I say all that to say this: today is the anniversary of my mother's death, so she's particularly on my mind today. It's symbolic too that November 2 has been since the early 1000's (or so) a day to remember the deceased, and now Nov. 2 is both El Dia de Los Muertos (Day of the Dead) and All Souls' Day. My mother was never a huge cook. As a working housewife, she fixed pretty basic fare, now that I know more about cooking. We had lots of pasta and potatoes and hamburgers and pizza made from bread dough. She did make a mean chocolate chip cookie (dunked in milk, of course). Again, great but nothing fancy. But she did have her special dishes, and one that I want to share now we had every Thanksgiving as a kid...and which I make every Thanksgiving at my house. So here's Grandma Polk's Sweet Potato Casserole. Enjoy.

Mix:
1/2 t. nutmeg
1/4 t. Cinnamon
3/4 cup honey
1 scant t. salt

Add this to:
2.5 lbs sweet potatoes (mashed)
1/4 cup (1/2 stick) melted butter
2 cups milk

Bake:
350 degrees for 45-60 minutes

Note: Actual sweet potatoes can look brown; yams are just as tasty and have more of the traditional sweet potato "orange" color.


Sandra Lee Evans Polk
1937 - November 2, 1993


Tuesday, August 28, 2007

Tony Brings A Tear

How appropriate that on the night Tony Bourdain tackled my hometown of Cleveland, Ohio, on his Travel Channel show No Reservations, my beloved--and first place (yes, you read that right!)--Cleveland Indians turned a triple play while soundly defeating the Minnesota Twins, 8-3.

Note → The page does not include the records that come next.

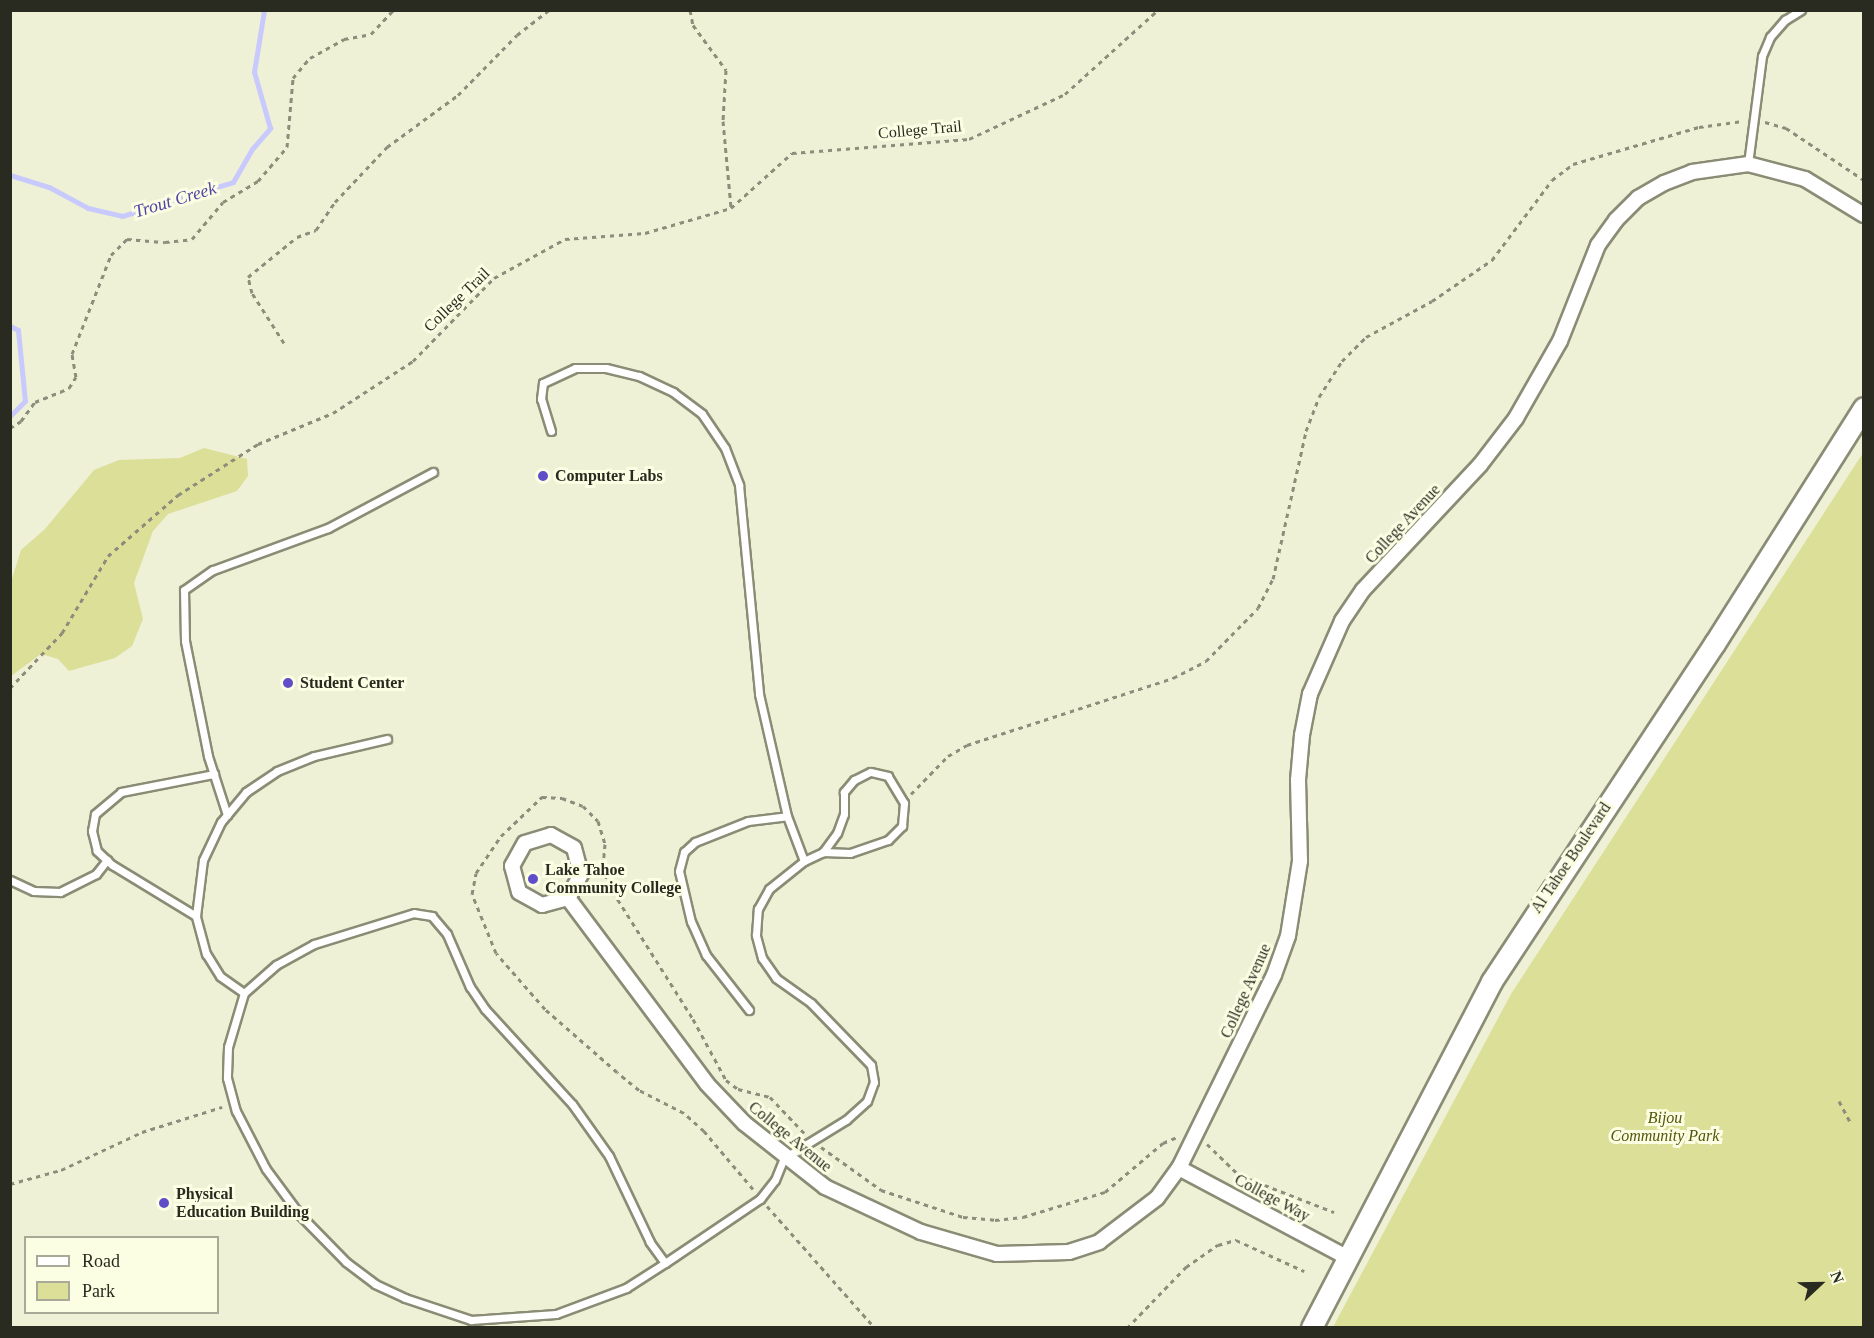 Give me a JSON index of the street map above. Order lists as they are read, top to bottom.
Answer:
{
  "streets": {
    "main road": ["Al Tahoe Boulevard"],
    "street": ["College Avenue", "College Way"],
    "path": ["College Trail"]
  },
  "crossings": [
    ["College Avenue", "College Way"],
    ["Al Tahoe Boulevard", "College Way"]
  ],
  "water": ["Trout Creek"],
  "parks": ["Bijou Community Park"],
  "places": [
    "Computer Labs",
    "Student Center",
    "Lake Tahoe Community College",
    "Physical Education Building"
  ],
  "legend": ["Road", "Park"],
  "north": "right"
}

Overall, I thought the show was excellent, though the first part was heavy on eccentric Cleveland, and we really didn't didn't get into the food until the second part. I loved the tour of the Rock and Roll Hall of Fame (did you know you can rent that for a party or dinner?) and of the ethnic restaurants.



What did bring a tear to my eye was the mention of "stadium mustard." Here's the scoop: Cleveland's old Municipal Stadium used to be the home for the Browns and the Indians. It was a huge (70,000-seat), old, drafty place yet filled with memories. Some of my strongest childhood memories are of going, either alone with my dad or with my dad and friends, to Indians games, one of the highlights which would be having several (hey, I was a growing boy!) foot-long hot dogs slavered in Municipal Stadium's brown mustard. This was a delicious concoction, heartier than that French's yellow stuff yet without the strong bite of a good Dijon. When Municipal Stadium was torn down, lost too, was the stadium mustard....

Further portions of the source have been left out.